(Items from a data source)

**********

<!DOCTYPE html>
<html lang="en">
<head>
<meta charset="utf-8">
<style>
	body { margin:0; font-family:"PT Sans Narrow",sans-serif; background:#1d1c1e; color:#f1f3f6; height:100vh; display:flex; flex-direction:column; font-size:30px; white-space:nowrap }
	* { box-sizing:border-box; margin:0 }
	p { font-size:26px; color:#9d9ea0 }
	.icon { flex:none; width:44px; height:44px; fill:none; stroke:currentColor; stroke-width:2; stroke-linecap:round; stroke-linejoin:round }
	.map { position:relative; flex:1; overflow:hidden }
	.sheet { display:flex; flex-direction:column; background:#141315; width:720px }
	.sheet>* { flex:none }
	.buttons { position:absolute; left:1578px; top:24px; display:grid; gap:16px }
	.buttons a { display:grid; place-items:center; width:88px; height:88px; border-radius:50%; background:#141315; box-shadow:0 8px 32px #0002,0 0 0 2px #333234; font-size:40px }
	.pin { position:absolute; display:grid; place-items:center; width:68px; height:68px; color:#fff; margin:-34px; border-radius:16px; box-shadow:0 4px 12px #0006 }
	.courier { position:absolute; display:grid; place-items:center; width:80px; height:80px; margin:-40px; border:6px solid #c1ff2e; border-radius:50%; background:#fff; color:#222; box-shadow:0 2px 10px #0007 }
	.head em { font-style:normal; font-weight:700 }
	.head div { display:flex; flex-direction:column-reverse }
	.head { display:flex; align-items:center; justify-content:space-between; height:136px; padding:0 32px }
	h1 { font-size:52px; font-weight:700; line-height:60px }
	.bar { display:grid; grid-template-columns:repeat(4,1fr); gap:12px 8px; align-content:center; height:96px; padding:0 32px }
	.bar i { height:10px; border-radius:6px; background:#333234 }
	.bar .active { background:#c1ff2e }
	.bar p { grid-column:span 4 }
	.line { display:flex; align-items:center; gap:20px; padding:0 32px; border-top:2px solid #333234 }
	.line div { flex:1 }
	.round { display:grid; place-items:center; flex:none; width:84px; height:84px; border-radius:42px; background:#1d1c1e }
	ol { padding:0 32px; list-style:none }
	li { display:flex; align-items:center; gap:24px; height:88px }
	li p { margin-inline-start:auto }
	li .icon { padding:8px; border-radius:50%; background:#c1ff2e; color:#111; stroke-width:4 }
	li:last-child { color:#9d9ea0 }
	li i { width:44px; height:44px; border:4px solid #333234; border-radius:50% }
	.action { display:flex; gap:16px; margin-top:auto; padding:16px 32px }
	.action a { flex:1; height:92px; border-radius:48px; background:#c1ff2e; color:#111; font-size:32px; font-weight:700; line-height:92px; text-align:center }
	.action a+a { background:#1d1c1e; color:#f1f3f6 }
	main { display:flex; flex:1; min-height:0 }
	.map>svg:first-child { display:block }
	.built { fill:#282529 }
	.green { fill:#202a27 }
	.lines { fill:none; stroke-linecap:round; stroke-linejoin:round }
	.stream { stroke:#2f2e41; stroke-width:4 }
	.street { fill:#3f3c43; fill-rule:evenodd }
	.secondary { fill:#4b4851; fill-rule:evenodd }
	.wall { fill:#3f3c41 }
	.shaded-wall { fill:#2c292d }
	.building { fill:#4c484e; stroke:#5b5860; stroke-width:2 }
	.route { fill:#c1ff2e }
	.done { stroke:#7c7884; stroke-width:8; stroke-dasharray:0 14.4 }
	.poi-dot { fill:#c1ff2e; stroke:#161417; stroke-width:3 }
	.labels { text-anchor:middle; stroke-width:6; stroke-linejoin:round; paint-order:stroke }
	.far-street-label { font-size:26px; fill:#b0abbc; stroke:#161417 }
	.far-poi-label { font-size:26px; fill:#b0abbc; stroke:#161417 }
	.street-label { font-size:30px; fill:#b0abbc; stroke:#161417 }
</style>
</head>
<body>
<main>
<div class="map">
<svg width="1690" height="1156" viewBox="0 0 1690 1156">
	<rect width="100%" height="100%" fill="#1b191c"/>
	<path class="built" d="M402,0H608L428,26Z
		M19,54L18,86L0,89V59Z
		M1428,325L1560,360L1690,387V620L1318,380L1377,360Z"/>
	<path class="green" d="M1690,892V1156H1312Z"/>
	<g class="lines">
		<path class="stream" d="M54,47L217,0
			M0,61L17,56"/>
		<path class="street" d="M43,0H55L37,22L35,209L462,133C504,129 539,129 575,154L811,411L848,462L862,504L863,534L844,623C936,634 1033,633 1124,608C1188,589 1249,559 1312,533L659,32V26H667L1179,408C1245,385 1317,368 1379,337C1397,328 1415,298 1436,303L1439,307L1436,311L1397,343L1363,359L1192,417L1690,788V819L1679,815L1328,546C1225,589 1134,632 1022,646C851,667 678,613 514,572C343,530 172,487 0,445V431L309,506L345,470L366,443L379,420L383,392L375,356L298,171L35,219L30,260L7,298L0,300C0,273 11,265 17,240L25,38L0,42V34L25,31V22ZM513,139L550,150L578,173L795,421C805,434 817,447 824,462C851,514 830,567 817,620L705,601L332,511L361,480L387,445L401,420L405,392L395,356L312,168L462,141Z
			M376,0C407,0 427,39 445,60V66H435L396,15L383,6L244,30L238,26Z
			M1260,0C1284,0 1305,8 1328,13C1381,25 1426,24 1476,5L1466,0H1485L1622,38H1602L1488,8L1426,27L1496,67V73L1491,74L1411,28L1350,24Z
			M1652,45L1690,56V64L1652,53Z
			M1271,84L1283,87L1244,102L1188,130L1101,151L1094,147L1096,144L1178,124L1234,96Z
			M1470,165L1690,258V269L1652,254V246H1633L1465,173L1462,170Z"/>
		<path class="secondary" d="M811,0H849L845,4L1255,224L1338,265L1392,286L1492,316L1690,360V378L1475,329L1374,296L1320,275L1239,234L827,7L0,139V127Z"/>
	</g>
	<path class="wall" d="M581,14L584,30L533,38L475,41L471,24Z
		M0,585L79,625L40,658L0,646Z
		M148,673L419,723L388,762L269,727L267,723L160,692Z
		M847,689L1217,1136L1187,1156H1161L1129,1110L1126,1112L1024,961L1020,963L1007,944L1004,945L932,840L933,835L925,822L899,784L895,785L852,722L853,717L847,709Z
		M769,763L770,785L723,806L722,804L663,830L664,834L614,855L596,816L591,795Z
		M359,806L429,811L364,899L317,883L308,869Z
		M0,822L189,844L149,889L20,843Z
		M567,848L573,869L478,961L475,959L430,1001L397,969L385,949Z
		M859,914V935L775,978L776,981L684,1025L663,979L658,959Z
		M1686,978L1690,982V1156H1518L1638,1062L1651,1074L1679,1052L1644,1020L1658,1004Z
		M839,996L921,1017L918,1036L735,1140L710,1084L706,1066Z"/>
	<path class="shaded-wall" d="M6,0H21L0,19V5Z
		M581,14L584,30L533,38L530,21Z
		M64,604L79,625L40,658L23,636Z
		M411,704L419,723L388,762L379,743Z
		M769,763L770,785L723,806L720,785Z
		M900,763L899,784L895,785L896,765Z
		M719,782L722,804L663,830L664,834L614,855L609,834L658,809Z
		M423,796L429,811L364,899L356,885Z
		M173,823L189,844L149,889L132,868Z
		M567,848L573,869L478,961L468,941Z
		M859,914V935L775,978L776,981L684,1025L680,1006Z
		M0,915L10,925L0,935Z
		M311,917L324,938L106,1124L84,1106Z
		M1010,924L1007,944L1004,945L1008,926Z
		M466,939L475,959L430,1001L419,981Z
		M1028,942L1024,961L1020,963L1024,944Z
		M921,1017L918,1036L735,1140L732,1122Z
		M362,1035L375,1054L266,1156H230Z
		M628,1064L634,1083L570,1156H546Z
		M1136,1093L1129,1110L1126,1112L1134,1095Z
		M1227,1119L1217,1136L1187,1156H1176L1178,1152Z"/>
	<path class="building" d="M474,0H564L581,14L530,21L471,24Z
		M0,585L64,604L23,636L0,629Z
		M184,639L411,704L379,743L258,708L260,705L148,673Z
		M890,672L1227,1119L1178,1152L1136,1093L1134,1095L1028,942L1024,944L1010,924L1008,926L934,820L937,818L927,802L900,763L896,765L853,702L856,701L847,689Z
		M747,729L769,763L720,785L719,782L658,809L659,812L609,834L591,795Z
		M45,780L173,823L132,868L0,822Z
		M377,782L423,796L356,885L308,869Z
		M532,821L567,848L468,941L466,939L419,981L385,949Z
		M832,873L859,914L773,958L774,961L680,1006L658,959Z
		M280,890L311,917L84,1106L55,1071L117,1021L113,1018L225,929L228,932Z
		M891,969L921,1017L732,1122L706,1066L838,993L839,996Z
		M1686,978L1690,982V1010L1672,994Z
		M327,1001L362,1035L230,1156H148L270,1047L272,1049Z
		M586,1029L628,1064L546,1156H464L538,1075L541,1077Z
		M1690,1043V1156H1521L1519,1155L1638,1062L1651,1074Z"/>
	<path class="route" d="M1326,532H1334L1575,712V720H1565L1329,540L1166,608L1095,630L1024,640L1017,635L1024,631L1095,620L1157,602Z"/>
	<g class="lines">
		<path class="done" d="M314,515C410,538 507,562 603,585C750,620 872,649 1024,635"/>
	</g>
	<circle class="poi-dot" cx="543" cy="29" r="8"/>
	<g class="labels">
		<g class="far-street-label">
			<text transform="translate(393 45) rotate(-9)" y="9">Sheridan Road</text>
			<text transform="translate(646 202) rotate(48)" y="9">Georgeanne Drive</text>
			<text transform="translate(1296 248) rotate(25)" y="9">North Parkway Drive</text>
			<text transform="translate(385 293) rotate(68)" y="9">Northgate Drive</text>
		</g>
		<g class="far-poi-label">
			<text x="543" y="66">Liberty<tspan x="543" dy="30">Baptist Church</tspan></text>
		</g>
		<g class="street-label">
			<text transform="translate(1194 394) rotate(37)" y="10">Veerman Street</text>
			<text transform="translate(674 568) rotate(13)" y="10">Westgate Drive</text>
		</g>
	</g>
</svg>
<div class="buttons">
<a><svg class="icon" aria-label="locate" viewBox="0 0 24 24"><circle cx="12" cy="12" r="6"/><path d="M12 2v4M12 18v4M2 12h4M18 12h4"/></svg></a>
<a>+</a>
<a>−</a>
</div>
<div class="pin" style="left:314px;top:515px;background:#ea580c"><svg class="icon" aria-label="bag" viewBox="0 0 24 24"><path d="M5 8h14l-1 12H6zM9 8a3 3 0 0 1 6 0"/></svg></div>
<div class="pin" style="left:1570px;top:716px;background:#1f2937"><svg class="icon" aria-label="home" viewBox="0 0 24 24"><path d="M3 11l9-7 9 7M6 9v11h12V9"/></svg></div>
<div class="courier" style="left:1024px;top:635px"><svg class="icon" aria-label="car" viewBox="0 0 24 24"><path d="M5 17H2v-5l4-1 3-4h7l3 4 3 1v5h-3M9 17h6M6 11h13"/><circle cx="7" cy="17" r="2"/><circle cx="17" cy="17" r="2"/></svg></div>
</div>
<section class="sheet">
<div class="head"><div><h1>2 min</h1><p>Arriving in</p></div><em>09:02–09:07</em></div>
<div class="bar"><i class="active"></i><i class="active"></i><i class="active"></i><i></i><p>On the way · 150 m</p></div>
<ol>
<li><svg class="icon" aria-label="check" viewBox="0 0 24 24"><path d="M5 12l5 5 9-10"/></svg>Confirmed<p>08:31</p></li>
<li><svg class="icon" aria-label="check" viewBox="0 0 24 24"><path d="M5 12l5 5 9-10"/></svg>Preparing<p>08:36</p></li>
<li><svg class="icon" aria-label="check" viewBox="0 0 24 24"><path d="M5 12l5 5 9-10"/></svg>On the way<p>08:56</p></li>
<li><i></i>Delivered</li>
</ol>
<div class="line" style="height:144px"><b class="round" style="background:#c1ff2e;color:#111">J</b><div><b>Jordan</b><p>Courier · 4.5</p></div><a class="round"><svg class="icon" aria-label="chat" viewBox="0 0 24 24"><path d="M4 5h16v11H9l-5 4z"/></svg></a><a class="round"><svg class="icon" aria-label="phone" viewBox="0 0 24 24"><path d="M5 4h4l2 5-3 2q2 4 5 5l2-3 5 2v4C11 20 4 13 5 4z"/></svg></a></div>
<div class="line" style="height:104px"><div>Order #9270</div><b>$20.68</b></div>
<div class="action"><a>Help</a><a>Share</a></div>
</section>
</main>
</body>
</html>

**********

# [Activity]
If a line above contains the word "linecap", list it.

# [Written solution]
	.icon { flex:none; width:44px; height:44px; fill:none; stroke:currentColor; stroke-width:2; stroke-linecap:round; stroke-linejoin:round }
	.lines { fill:none; stroke-linecap:round; stroke-linejoin:round }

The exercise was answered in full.